15.11.11

Secretos Robados

Aseguró la chistera en su cabeza. Se ajustó la capa al cuello tirando de uno de los recios cordeles mientras agachaba la cabeza y escondía su mirada de los viandantes. La multitud de la Avenida avanzaba como un rebaño lento y cansino a través de la ancha calle para llegar a la Plaza Mayor. Pero no, ese no era su destino. Se escabulló de sus acompañantes girando sin previo aviso en el callejón que encontró a su izquierda. 

Continuó hacia adelante sin echar la vista atrás, aferrando con fuerza la caja forrada de terciopelo color rubí que llevaba entre sus manos. Sus únicos compañeros eran ahora el repiqueteo de sus zapatos contra el suelo, sonido que le devolvían las paredes una y otra vez, como rechazándolos, como un eco incansable. 

A medida que se acercaba a la vieja puerta de madera pudo sentir sus nervios a flor de piel. Su corazón se aceleró entrecortando así su respiración, y no pudo evitar contener el aliento cuando se colocó frente a aquel portal siniestro y oscuro, recóndito y húmedo. Gris. Tragó saliva y sin dudarlo por más tiempo tocó con sus desnudos y delicados nudillos en la parte superior. Entonces, se abrió un rectángulo a la altura de sus ojos, dejando entrever los del portero, verdosos y tristes.

—¿Clave?
—Mona Lisa -contestó con voz grave y firme, sin titubear ni tan siquiera un poquito.

En unos instantes estaba dentro, sin preguntas, sin trampas.

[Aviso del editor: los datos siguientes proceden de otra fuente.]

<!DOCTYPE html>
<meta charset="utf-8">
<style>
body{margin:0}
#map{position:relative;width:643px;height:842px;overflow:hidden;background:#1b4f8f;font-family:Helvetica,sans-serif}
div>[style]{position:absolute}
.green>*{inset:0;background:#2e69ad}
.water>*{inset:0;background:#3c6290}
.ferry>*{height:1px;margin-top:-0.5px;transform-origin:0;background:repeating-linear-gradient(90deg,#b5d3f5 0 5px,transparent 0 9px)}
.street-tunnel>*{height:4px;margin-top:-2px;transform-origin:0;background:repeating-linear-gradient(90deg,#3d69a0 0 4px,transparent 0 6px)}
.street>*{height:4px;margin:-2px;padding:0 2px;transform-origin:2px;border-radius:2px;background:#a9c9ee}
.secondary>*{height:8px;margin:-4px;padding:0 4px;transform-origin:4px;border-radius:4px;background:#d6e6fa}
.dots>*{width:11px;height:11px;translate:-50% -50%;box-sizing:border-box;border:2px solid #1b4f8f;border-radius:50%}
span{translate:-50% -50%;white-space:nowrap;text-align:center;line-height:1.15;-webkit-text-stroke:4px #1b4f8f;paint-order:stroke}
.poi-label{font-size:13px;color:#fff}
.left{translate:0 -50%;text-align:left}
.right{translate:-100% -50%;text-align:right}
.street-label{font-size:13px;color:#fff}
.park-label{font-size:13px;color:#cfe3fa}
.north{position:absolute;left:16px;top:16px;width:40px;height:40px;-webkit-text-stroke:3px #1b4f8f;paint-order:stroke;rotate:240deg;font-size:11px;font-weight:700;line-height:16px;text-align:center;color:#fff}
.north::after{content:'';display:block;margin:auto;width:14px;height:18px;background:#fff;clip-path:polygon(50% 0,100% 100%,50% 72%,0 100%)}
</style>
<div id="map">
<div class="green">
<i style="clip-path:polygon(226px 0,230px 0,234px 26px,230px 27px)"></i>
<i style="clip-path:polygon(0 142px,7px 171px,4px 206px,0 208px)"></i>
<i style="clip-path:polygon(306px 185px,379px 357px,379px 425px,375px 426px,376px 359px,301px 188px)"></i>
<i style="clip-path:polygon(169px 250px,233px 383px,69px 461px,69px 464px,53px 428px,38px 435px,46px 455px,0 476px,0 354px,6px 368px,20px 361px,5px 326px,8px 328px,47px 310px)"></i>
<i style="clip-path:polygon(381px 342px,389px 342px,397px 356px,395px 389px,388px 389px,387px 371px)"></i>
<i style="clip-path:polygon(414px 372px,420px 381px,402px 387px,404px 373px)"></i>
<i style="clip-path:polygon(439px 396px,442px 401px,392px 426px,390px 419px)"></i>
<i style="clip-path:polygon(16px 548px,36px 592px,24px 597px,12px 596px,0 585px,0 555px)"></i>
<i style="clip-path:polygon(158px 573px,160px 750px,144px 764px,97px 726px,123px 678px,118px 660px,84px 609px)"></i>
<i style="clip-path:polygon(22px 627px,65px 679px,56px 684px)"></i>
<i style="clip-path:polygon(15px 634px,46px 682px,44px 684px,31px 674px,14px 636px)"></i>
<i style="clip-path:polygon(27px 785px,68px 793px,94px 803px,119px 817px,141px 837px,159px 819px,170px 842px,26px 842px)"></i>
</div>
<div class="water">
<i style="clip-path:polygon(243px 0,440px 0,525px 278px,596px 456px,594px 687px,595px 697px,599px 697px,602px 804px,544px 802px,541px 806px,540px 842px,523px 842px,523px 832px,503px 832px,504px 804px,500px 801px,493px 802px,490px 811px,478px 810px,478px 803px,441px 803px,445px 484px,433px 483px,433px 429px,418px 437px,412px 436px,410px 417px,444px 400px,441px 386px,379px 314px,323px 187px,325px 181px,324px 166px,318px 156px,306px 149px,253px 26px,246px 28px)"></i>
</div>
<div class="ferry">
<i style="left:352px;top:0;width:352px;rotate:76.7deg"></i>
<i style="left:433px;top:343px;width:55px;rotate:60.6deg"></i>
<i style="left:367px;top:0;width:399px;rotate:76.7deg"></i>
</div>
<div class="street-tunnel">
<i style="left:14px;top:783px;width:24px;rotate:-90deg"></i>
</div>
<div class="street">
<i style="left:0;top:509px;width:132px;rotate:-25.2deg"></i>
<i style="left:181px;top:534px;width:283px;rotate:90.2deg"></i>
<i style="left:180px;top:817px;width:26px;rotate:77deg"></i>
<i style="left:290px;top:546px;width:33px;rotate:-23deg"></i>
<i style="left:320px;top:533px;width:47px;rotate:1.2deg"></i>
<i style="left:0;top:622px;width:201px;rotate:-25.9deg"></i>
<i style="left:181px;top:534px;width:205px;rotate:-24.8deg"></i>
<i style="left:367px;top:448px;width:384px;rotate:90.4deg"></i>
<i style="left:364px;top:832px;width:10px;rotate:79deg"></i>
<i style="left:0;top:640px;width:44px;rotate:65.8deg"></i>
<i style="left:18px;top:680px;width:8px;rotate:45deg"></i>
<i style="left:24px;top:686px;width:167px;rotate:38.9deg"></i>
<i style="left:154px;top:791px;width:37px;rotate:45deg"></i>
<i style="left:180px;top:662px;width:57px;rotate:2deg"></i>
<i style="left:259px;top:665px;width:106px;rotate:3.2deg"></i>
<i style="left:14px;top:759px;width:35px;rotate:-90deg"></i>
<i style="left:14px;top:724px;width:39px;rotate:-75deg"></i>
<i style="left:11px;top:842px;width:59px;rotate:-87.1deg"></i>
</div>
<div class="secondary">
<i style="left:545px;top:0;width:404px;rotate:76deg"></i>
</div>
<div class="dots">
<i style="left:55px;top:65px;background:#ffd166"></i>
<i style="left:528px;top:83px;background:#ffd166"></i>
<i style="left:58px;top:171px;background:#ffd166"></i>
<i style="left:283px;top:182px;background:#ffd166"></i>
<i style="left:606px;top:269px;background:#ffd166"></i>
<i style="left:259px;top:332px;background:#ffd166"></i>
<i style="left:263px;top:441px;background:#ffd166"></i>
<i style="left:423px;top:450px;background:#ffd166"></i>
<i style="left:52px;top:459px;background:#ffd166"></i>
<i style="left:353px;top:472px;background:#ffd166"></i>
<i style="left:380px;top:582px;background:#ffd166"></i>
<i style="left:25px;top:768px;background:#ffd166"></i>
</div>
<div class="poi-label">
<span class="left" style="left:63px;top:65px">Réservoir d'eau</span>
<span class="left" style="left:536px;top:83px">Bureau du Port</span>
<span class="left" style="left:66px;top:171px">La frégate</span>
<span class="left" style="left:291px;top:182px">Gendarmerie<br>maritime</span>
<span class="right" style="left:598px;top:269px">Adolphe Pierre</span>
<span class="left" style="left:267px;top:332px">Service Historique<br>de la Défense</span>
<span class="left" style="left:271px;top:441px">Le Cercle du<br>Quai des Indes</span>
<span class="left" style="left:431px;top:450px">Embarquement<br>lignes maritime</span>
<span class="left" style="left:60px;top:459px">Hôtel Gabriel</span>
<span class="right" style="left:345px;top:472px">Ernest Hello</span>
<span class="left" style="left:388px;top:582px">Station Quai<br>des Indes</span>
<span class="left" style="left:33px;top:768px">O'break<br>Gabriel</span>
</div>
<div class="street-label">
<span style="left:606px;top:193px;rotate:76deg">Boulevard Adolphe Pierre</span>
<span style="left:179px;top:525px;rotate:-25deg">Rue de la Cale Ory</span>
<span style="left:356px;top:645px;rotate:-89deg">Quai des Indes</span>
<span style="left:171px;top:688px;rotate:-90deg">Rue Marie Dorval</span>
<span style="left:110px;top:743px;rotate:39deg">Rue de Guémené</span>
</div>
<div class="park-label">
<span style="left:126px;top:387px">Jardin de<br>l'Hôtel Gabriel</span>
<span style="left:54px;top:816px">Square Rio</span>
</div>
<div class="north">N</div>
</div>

Justo lo que quería. Dos estrechos pasillos de grisáceas paredes desgastadas por el tiempo le dieron paso a una amplia sala de paredes forradas por el Universo y mesas cubiertas por terciopelo del color de la sangre, justo como el de la caja que sostenía con ilusión entre sus temblorosas manos. Las cortinas del pequeño escenario se tenían a ambos lados del mismo con dos lazos del color del oro, y los focos de colores daban un aspecto místico a toda la estancia, que a su entrada quedó en penumbra.

El presentador le dirigió una mirada afable, e invitó al novato a sentarse en cualquiera de aquellas mesas y a observar, a disfrutar, a dejarse llevar, a aprender y a desentramar los misterios y secretos que por una razón u otra le habían conducido hasta allí en aquel momento y circunstancias concretas. No se negó, al contrario. Se apropió de una de las pequeñas mesas redondas de la tercera fila y dejó la caja sobre ella.

Echó un vistazo a su alrededor, cosa de la que se arrepintió de inmediato. Pero ya era demasiado tarde. Sus ojos se habían topado con otros oscuros, severos, tenebrosos. Y su mirada dulce, azul y cristalina, chispeante de emoción tampoco pasó desapercibida. Su expresión cambió de repente.

Miedo, terror. Había sido descubierta.